The area between the mean and a Z score of +1.50 is 43.32%. This score is higher than ___ of the score in the distribution.
Assuming a normal distribution, the mean, mode and median have essentially the same value. Median = 50th percentile.
50% + 43.32% = ?
To determine the percentage of scores that are lower than a Z-score of +1.50, we need to subtract the given area of 43.32% from 100%.
100% - 43.32% = 56.68%
Therefore, the score is higher than 56.68% of the scores in the distribution.
To answer this question, we need to understand the concept of Z-scores and their corresponding areas in the standard normal distribution.
A Z-score represents the number of standard deviations a particular value is away from the mean. In other words, it tells us how many standard deviations a data point is above or below the mean in a distribution.
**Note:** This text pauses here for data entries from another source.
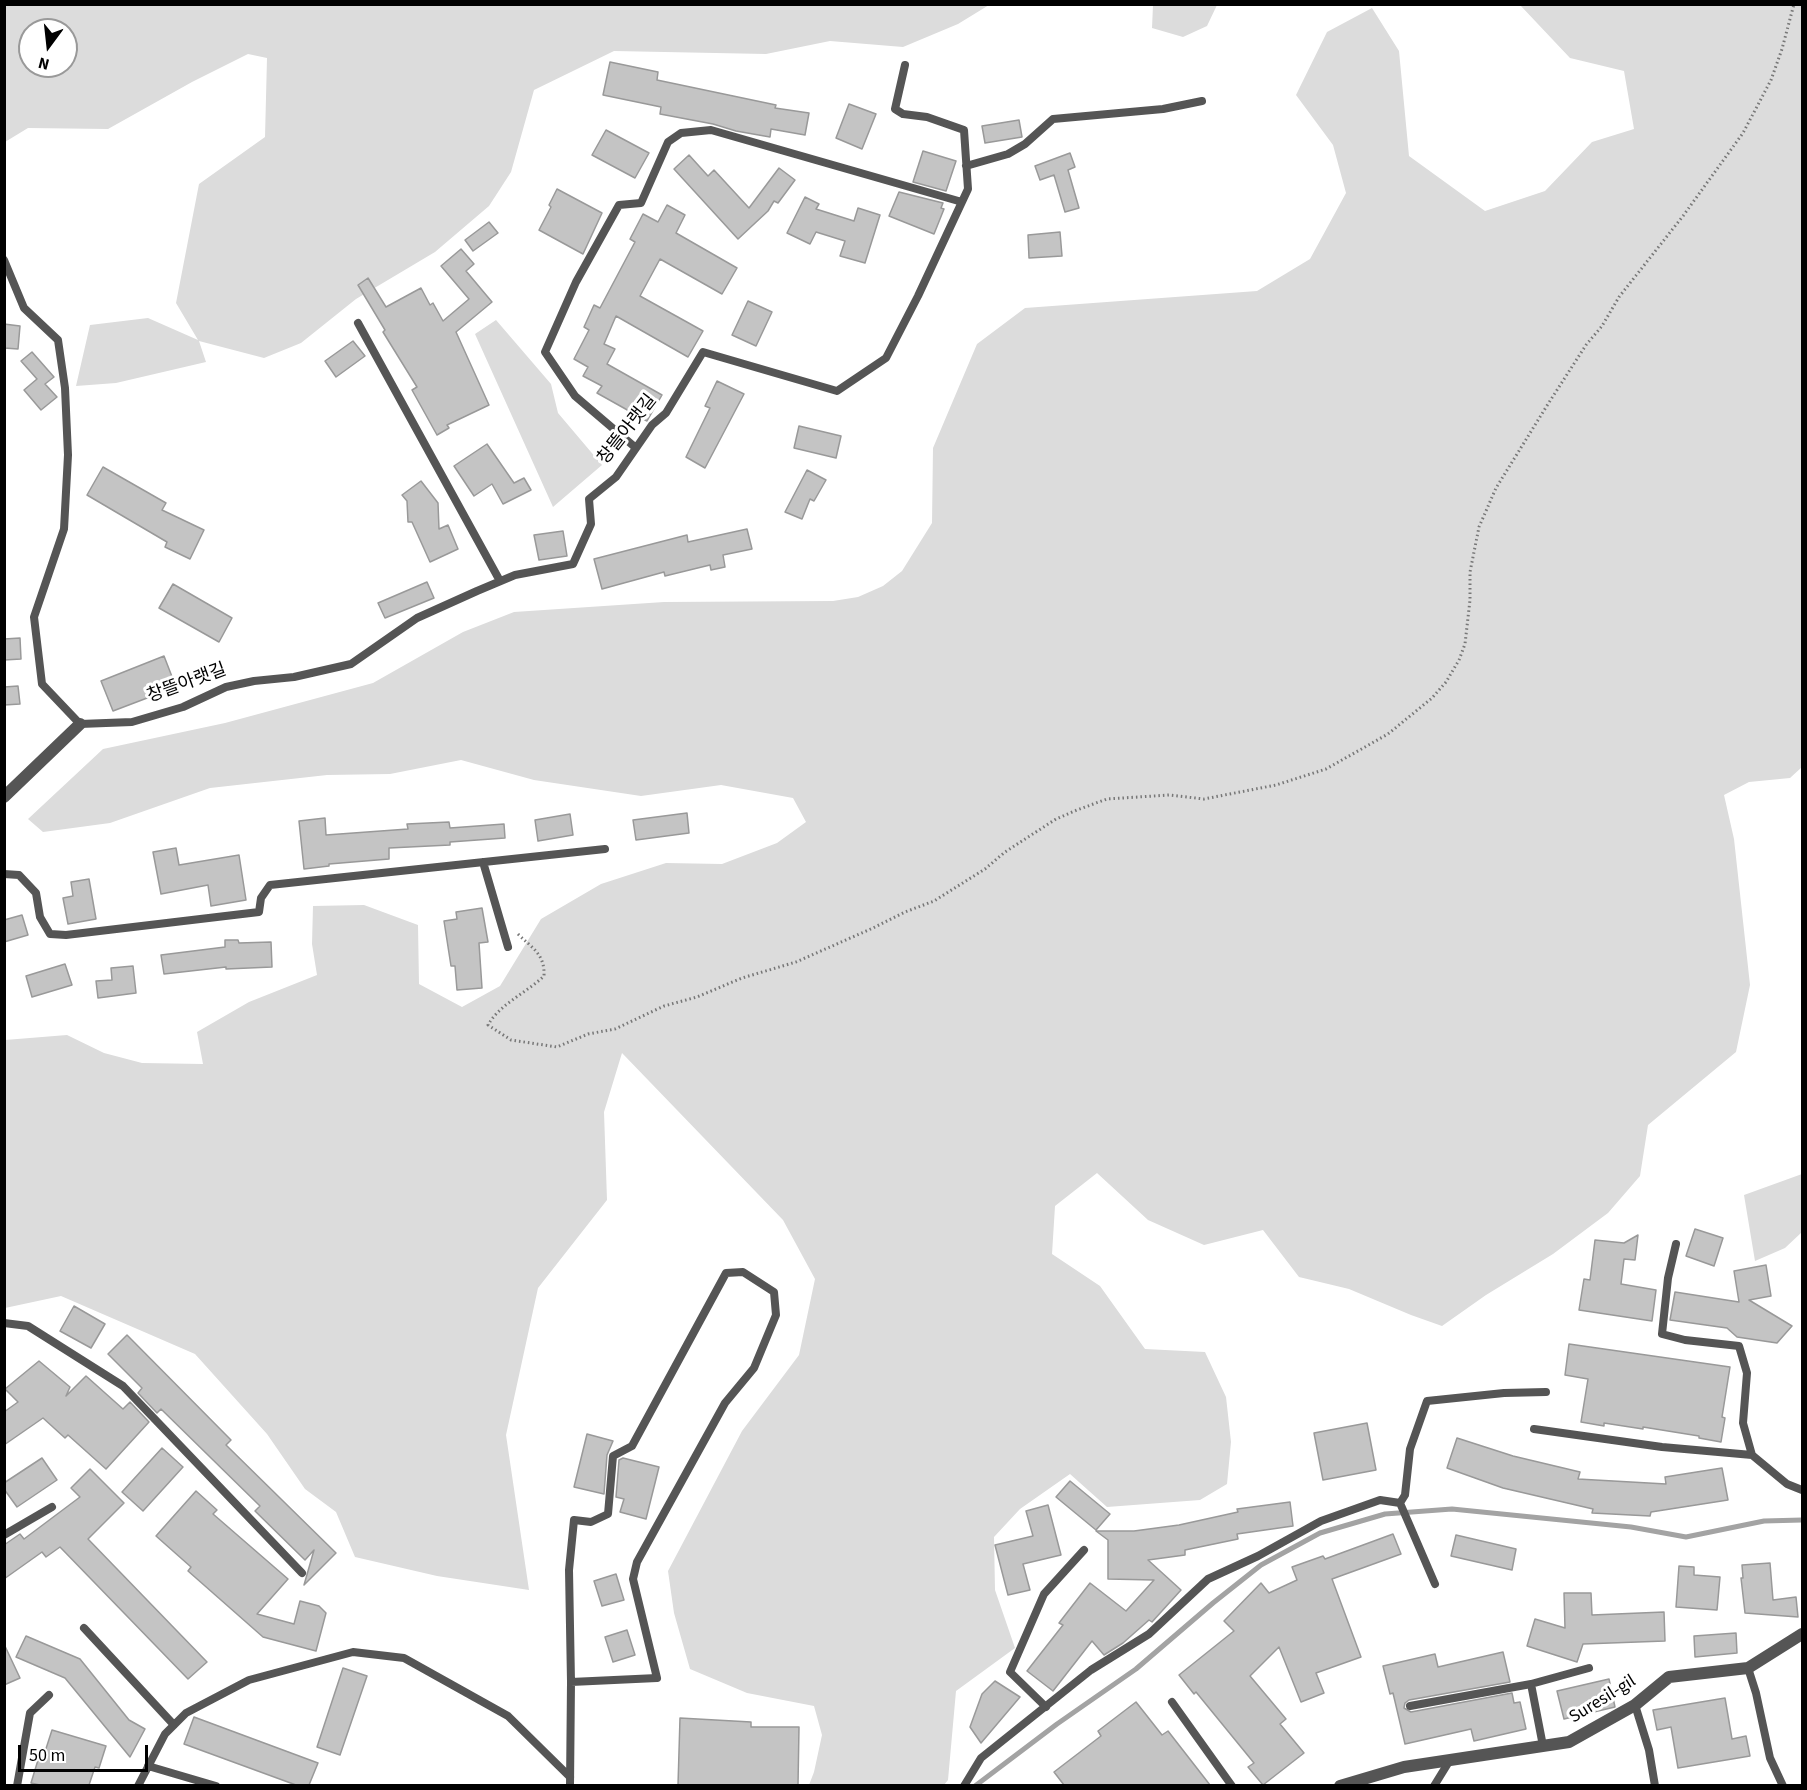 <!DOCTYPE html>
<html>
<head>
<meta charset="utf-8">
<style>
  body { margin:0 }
  #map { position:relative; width:1807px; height:1790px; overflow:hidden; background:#fff; font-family:"Source Sans 3",sans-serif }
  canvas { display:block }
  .frame { position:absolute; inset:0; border:6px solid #000; pointer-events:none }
  .north { position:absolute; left:18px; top:18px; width:60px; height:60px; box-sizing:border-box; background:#fff; border:2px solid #999; border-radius:50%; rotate:195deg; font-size:16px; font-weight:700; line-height:24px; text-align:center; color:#000 }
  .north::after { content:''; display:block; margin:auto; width:21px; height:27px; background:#000; clip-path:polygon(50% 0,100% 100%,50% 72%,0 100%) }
  .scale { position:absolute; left:18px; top:1745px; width:130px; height:27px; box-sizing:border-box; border:3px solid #000; border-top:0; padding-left:8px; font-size:18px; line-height:21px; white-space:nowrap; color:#000; -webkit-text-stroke:4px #fff; paint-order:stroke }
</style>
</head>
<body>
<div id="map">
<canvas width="1807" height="1790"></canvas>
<div class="frame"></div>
<div class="north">N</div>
<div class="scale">50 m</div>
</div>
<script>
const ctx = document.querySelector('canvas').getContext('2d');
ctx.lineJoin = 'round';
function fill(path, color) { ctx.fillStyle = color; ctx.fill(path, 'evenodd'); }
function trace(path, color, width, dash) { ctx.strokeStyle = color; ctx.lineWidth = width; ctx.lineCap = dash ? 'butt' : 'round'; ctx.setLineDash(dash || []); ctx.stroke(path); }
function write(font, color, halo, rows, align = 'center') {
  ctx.font = font + ' "Source Sans 3","Noto Sans KR",sans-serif'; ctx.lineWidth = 6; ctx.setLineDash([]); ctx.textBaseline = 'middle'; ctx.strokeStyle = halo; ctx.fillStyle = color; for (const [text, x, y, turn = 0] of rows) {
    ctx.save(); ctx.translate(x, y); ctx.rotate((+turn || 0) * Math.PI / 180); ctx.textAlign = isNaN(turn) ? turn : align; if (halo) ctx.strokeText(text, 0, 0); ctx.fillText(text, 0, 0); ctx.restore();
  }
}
const green = new Path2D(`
  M4,5H989L958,24L903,47L830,41L766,54L614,51L534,90L511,172L489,206L435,252L356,299L301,343L264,358L199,341L206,362L116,383L76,386L90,325L148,318L198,340L176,303L199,184L265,137L267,58L248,54L192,82L108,129L28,128L5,142ZM30,30H66V66H30Z
  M1153,5V4L1217,5L1207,26L1183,37L1152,28Z
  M1520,5H1802V767L1790,778L1749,782L1724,795L1734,839L1750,985L1736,1052L1648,1125L1640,1176L1608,1213L1553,1254L1486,1295L1442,1326L1411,1315L1349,1289L1299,1277L1263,1230L1204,1245L1148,1220L1097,1173L1055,1206L1052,1254L1100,1286L1145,1349L1205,1352L1226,1397L1231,1442L1227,1484L1200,1500L1107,1507L1070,1474L1020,1509L994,1537L995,1590L1015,1648L956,1691L948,1780L944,1785H809L814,1772L822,1735L814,1706L747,1693L690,1669L674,1613L668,1571L742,1431L799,1355L815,1279L783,1220L622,1053L604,1112L607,1200L538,1288L506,1435L529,1590L437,1576L355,1557L336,1512L305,1489L267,1434L195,1354L61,1296L5,1308V1040L67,1035L104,1053L142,1063L203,1064L197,1032L249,1002L317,975L312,944L313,906L364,905L418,925L419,984L462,1007L500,986L541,919L601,884L666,863L722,864L777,843L806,822L793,798L721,785L641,796L534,780L461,760L390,774L327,775L210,788L110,823L43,832L28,819L103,749L225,723L373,683L463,632L514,612L664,602L833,601L858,597L883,586L902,571L932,523L933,448L977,344L1025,308L1257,291L1310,259L1346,193L1333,145L1296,95L1327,32L1372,8L1399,51L1409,156L1485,211L1545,191L1592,142L1634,129L1624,71L1570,58Z
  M496,320L551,384L558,413L602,465L553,507L475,334Z
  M1802,1174V1232L1785,1248L1755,1261L1744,1195Z`);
const stream = new Path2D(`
  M975,1786L1057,1724L1136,1669L1213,1603L1261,1565L1320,1533L1385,1514L1452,1509L1631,1527L1686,1537L1764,1521L1802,1520`);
const building = new Path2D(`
  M610,62L658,72L657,80L776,105L775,108L809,113L805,135L771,129L770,137L736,131L713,124L660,114L661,107L603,95Z
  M849,104L876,114L862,149L836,138Z
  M1019,120L1022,137L985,143L982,126Z
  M606,130L649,153L635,178L592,155Z
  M923,151L956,161L946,191L913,182Z
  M1070,153L1075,167L1068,170L1079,208L1065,212L1054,175L1040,180L1035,166Z
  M689,155L708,176L714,170L749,208L779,168L795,180L778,203L774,201L768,211L738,239L674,169Z
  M557,189L602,213L583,254L539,230L551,207L549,205Z
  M899,192L943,203L941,208L944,209L934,234L889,216Z
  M805,197L819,204L816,209L854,221L858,208L880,215L865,263L840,256L845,241L816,232L810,244L787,233Z
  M667,205L685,215L676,233L737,268L722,294L660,259L640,296L703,331L688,357L616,316L604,344L615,349L607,364L662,395L647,421L597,393L602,386L583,376L588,367L574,359L589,330L584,327L594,305L600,308L635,242L630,239L643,214L658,222Z
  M489,222L498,233L473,251L465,240Z
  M1060,232L1062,256L1029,258L1028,235Z
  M461,249L474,264L466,271L492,302L456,332L489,405L447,425L449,428L437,435L412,390L417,387L383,332L385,330L358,285L368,278L386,307L421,288L430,305L433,303L443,321L469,299L441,266Z
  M748,301L772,312L756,346L732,335Z
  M4,324L20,326L18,349L4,348Z
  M353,341L365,356L336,377L325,361Z
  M32,352L54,377L45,384L57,397L41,410L24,390L37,379L21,361Z
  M717,381L744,394L705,468L686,457L710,408L705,406Z
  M799,426L841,436L836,458L794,448Z
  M487,444L514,483L524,478L531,490L503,504L492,484L474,496L454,466Z
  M103,467L166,503L162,510L204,530L190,559L165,547L167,542L87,495Z
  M807,470L826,480L814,501L810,499L802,519L785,512Z
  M421,481L438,503L439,529L448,525L458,549L430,562L412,522H408L407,501L402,495Z
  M747,529L752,549L723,555L725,567L711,570L710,565L665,576L664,572L602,589L594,559L687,535L688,542Z
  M563,531L567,556L539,560L534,535Z
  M427,582L434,598L385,618L378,603Z
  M173,584L232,618L219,642L159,608Z
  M20,638L21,659L4,660V639Z
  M164,656L176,687L113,711L101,681Z
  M18,686L20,704L4,705V687Z
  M687,813L689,833L636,840L633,820Z
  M570,814L573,835L538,841L535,820Z
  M325,818L326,835L408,829L407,824L449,822L450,828L504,824L505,838L450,842V845L389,848V859L329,864V866L304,869L299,821Z
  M176,848L179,865L239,855L246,900L211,906L208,885L161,894L153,852Z
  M89,879L96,919L68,924L63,898L73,896L71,882Z
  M482,908L488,942L479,943L482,988L457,990L455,966H451L444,921L457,919L456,912Z
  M22,915L28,935L4,942V920Z
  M225,940H238L239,943L271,942L272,967L226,969V967L164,974L161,955L225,947Z
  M65,964L72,985L32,997L26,976Z
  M133,966L136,993L98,998L96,981L112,980L111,968Z
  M1695,1229L1723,1238L1714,1266L1686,1256Z
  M1638,1235L1635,1260L1624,1259L1621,1284L1656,1290L1652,1321L1579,1310L1584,1279L1590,1280L1595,1240L1624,1243Z
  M1766,1265L1771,1296L1749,1300L1792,1326L1777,1343L1737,1337L1727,1328L1670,1320L1675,1292L1739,1302L1734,1271Z
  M74,1306L105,1324L91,1348L60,1331Z
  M127,1335L231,1440L226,1445L336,1553L304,1585L314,1550L305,1560L255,1511L260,1506L161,1409L157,1413L138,1393L142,1388L108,1354Z
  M1569,1344L1730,1367L1722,1417L1725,1418L1721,1442L1699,1438V1436L1643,1427V1429L1604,1423V1426L1581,1422L1588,1379L1565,1375Z
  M39,1361L70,1387L66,1396L86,1376L123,1409L130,1402L149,1422L106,1469L68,1435L65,1438L43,1418L4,1445V1412L18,1402L5,1389Z
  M1367,1423L1376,1470L1323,1480L1314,1433Z
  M587,1434L613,1441L607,1455L604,1494L574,1487Z
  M1457,1438L1513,1456L1580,1472L1578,1479L1666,1484L1665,1477L1722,1468L1728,1500L1651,1512L1650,1516L1592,1513L1593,1509L1503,1488L1447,1468Z
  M162,1448L183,1467L143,1511L122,1492Z
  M42,1458L57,1480L17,1507L4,1489V1483Z
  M623,1458L659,1467L646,1519L620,1512L624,1499L616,1497L619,1460Z
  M90,1469L124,1503L88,1539L207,1662L188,1679L60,1547L46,1557L42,1552L4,1579V1545L20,1534L24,1539L80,1497L71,1488Z
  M1070,1481L1110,1514L1096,1530L1056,1497Z
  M196,1491L217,1510L213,1514L288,1579L257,1614L294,1624L300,1601L319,1606L326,1613L316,1651L263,1637L188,1571L191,1567L156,1536Z
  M1290,1502L1293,1526L1237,1534L1238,1539L1185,1550V1555L1148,1560L1181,1590L1152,1622L1149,1620L1123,1643L1104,1655L1092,1641L1053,1691L1027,1671L1063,1625L1059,1623L1090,1583L1126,1611L1154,1580L1108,1579V1540L1096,1531H1134L1179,1525L1238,1512L1237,1509Z
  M1048,1505L1061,1555L1023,1564L1030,1590L1008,1595L995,1545L1033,1536L1026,1511Z
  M1393,1534L1401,1554L1332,1579L1361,1657L1316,1673L1324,1693L1301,1702L1279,1647L1250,1676L1286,1719L1280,1724L1304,1753L1263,1785L1248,1767L1254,1763L1196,1692L1194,1694L1179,1675L1234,1631L1224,1621L1261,1583L1269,1593L1297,1580L1292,1567L1323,1556L1325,1559Z
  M1456,1535L1516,1549L1512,1570L1451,1556Z
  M1770,1563L1773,1600L1796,1597L1798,1617L1745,1613L1741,1578H1743L1742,1565Z
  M1679,1566L1694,1567V1575L1720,1577L1717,1610L1676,1607Z
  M616,1574L624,1600L602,1606L594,1581Z
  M1564,1593H1591L1592,1615L1664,1612L1665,1641L1583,1644L1577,1662L1527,1646L1535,1619L1565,1628Z
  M627,1630L635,1655L613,1662L605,1637Z
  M1736,1633L1737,1653L1695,1657L1694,1636Z
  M26,1636L80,1659L129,1720L145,1729L130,1757L65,1678L16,1657Z
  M4,1644L20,1678L4,1685Z
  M1503,1652L1510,1682L1409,1700L1405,1703L1404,1708L1411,1712L1512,1693L1514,1703L1520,1702L1526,1729L1474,1741L1471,1729L1405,1744L1393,1693L1390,1694L1383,1666L1435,1654L1438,1667Z
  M343,1668L367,1676L340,1755L317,1747Z
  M1609,1679L1615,1707L1564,1719L1557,1691Z
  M995,1681L1020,1697L981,1743L970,1727L982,1694Z
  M1725,1698L1732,1739L1746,1736L1750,1756L1678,1768L1671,1727L1657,1730L1653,1710Z
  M1136,1702L1162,1735L1168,1731L1210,1785H1064L1054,1772L1101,1736L1098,1731Z
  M194,1717L318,1763L309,1785H296L184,1744Z
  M680,1718L751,1722V1727H799L798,1785H678Z
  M52,1730L106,1746L99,1768L95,1767L89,1785H40L31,1783L38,1760L42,1761Z`);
const path = new Path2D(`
  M518,934C532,948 545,954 544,976C526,993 500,1004 488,1025L511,1040L557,1047L588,1034L615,1029L664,1006L697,997L742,978L796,962L873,928L905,912L934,901L985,869L1005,852L1056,819L1077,810L1107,799L1169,795L1204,799L1276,785L1326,769L1388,734L1432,698L1446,682L1459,660L1465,644L1470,600V572L1479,527L1496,488L1548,404L1586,345L1602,326L1619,297L1683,216L1743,133L1771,80L1782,49L1794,4`);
const lane = new Path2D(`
  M966,166L1008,154L1025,144L1053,119L1163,109L1202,101
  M4,260L24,308L58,340L65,388L68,455L64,529L34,617L42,684L80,724L132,722L183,707L226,687L254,681L294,677L351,664L417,618L477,591L515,575L573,564L591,524L589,499L616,477L652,425L666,413L703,352L837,391L886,358L918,296L968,189L964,130L927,117L903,114L895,109L905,65
  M358,323L500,581
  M636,448L575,396L545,352L576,282L619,205L641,203L668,142L681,133L711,130L962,202
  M483,862L508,947
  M4,874L19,875L36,893L40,917L50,934L66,935L259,912L261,898L270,885L605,849
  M1676,1244L1668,1278L1662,1334L1685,1340L1739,1346L1747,1373L1743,1423L1752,1455L1787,1484L1802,1490
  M4,1323L28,1326L123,1386L302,1573
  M1534,1429L1662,1447L1752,1455
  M1400,1503L1435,1584
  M4,1535L52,1507
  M84,1628L174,1725
  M1748,1668L1756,1693L1770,1758L1783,1786
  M1172,1702L1232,1786
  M1635,1705L1649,1750L1655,1786
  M1410,1706L1531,1684
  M1046,1707L1010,1672L1044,1594L1084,1550
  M1543,1746L1531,1684L1589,1668
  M148,1766L216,1786
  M17,1786L30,1713L49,1695
  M138,1786L165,1734L186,1713L249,1680L353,1652L404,1658L508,1716L570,1777
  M570,1786L571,1682L569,1570L574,1520L591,1522L608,1514L613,1456L632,1446L726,1273L743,1272L774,1292L776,1315L754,1368L725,1403L637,1562L633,1579L657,1678L571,1682
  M964,1786L981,1758L1091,1670L1149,1634L1208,1579L1258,1556L1321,1521L1380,1500L1400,1503L1405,1495L1410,1449L1427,1401L1504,1393L1546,1392
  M1434,1786L1450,1760`);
const street = new Path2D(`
  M4,797L80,724
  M1340,1786L1404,1767L1569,1742L1635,1705L1669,1677L1748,1668L1802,1634`);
const streetNames = [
  ["창뜰아랫길",628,430,-52],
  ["창뜰아랫길",187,684,-20],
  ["Suresil-gil",1603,1700,-32]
];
fill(green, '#dcdcdc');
trace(stream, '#a3a3a3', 5);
fill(building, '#c4c4c4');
trace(building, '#999', 1.5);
trace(path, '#777', 3, [1.5, 3]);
trace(lane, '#555', 8);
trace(street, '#555', 12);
write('18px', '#000', '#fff', streetNames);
</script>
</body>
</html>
The standard normal distribution has a mean of 0 and a standard deviation of 1.
Given that the area between the mean and a Z score of +1.50 is 43.32%, we can determine that this area represents the proportion of scores below the Z score of +1.50.
To find the percentage of scores that are lower than this Z score, we want to subtract the given area (43.32%) from 100%.
100% - 43.32% = 56.68%
Therefore, the Z score of +1.50 is higher than approximately 56.68% of the scores in the distribution.